## Stored items
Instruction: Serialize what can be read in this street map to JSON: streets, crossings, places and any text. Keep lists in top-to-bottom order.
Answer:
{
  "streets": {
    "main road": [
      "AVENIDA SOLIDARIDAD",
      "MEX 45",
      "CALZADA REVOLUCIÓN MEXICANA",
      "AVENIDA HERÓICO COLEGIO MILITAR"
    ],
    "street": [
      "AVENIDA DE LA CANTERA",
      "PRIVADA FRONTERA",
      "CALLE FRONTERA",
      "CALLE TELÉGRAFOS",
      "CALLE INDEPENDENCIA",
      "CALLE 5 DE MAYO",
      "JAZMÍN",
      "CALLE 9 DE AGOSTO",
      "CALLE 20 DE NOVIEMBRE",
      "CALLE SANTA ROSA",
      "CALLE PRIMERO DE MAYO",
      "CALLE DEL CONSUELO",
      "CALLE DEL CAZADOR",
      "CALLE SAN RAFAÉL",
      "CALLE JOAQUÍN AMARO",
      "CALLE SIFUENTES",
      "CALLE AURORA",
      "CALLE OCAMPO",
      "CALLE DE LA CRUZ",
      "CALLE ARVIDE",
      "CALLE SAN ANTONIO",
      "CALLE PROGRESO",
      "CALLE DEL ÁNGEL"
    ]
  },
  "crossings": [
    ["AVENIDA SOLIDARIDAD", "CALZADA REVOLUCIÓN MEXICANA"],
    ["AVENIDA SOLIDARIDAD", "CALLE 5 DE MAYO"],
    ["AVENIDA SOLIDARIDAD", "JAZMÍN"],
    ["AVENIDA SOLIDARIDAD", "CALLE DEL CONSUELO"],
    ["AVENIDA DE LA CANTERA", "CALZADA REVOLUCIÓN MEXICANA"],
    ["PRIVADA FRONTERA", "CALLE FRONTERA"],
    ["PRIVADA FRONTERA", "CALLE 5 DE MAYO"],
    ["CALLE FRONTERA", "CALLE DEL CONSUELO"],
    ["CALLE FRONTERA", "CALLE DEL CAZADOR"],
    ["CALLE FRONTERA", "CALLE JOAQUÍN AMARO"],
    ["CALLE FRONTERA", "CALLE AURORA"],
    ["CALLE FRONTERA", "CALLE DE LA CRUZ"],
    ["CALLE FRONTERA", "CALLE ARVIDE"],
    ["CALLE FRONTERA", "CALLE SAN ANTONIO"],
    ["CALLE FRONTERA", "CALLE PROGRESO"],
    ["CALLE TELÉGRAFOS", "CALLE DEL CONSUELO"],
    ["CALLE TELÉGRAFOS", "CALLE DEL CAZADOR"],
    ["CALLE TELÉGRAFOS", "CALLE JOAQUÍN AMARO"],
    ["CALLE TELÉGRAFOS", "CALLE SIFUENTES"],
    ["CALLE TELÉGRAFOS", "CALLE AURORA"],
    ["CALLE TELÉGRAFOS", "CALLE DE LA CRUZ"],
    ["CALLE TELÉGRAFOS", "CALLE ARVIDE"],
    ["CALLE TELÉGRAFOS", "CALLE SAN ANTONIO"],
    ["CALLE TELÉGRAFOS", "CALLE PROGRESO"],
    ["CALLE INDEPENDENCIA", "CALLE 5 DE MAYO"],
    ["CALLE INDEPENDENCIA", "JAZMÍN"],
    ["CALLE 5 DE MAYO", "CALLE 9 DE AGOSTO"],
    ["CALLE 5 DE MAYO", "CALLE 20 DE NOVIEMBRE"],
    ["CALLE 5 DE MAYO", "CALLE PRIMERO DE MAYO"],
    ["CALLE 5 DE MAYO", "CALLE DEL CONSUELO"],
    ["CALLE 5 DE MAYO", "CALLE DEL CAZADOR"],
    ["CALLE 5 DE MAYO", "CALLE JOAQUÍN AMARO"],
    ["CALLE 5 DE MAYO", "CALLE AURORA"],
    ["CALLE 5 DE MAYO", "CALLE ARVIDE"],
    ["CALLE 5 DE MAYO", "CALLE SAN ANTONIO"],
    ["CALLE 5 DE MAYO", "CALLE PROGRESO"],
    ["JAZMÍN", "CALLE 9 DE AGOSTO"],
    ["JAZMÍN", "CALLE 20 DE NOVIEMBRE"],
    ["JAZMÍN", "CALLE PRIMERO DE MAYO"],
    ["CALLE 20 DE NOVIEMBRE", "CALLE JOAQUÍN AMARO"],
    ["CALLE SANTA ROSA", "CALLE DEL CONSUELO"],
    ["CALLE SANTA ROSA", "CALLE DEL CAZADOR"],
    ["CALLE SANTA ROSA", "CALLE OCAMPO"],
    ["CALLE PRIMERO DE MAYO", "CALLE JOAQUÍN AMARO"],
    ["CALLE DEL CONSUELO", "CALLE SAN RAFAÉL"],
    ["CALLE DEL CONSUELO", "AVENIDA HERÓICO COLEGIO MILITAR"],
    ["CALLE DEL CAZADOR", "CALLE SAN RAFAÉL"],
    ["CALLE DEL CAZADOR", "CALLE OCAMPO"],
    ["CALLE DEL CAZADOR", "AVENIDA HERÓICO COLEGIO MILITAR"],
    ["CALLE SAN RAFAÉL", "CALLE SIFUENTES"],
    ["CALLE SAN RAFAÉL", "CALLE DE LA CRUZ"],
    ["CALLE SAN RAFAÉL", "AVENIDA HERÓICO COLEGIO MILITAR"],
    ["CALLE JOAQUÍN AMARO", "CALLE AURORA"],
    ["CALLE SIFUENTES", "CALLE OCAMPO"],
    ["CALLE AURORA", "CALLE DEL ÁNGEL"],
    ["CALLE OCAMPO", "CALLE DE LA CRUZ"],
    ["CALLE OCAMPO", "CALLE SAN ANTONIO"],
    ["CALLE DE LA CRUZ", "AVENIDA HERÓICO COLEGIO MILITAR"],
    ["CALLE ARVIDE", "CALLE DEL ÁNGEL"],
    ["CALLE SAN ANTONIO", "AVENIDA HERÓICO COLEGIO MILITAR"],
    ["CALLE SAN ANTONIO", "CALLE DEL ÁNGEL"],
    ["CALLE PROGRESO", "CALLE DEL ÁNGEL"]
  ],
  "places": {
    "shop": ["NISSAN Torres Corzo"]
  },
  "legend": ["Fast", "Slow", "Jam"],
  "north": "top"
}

## INSTRUCTIONS FOR THE TASK
Show the lines of the data that hold the word "AGOSTO".

## THE COMPLETED TASK
      "CALLE 9 DE AGOSTO",
    ["CALLE 5 DE MAYO", "CALLE 9 DE AGOSTO"],
    ["JAZMÍN", "CALLE 9 DE AGOSTO"],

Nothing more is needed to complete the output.